The result should be every line in the data below that carries the string "Malmö".

Content starts

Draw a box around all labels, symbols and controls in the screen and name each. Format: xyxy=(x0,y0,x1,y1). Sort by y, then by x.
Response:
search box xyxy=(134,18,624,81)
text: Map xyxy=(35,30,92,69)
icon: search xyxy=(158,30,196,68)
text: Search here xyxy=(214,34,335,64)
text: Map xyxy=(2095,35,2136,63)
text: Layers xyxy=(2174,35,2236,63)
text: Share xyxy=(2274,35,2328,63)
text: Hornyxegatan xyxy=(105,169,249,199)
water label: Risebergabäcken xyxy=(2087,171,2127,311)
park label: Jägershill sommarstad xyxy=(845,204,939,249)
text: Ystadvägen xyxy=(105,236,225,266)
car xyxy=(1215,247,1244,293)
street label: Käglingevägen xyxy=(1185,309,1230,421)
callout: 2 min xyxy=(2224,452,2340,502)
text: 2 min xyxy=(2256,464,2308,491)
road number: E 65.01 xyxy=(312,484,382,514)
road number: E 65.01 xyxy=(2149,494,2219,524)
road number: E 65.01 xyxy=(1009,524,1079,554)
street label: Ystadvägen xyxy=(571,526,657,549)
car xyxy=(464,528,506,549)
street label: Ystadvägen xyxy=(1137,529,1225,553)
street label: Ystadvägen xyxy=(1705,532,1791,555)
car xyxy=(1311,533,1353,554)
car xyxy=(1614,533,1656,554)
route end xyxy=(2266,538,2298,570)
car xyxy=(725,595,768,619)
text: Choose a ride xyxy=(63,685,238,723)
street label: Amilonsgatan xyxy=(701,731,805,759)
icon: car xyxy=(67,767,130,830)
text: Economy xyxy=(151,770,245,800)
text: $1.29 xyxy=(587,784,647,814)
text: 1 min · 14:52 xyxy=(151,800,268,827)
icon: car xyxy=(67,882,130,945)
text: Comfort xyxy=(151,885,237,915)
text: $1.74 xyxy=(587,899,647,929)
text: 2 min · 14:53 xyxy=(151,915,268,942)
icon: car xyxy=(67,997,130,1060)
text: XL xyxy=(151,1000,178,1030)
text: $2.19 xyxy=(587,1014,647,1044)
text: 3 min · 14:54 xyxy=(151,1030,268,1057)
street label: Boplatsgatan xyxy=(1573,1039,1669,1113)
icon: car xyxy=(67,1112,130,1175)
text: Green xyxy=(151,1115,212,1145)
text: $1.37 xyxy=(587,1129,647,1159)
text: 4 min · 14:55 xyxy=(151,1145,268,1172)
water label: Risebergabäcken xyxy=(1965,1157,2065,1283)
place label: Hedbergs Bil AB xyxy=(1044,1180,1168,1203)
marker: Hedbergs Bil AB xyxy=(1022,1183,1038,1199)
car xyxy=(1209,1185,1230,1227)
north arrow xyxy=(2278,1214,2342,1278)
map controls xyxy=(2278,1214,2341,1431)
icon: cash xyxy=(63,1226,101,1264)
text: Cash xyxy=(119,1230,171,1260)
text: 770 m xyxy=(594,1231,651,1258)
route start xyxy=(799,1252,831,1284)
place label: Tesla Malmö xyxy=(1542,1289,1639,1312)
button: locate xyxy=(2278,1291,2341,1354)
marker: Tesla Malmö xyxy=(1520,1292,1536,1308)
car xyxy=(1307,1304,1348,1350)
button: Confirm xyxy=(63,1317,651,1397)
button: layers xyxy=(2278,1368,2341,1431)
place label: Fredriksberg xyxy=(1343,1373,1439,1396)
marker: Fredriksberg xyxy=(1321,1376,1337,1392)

Content ends

* Task output
place label: Tesla Malmö xyxy=(1542,1289,1639,1312)
marker: Tesla Malmö xyxy=(1520,1292,1536,1308)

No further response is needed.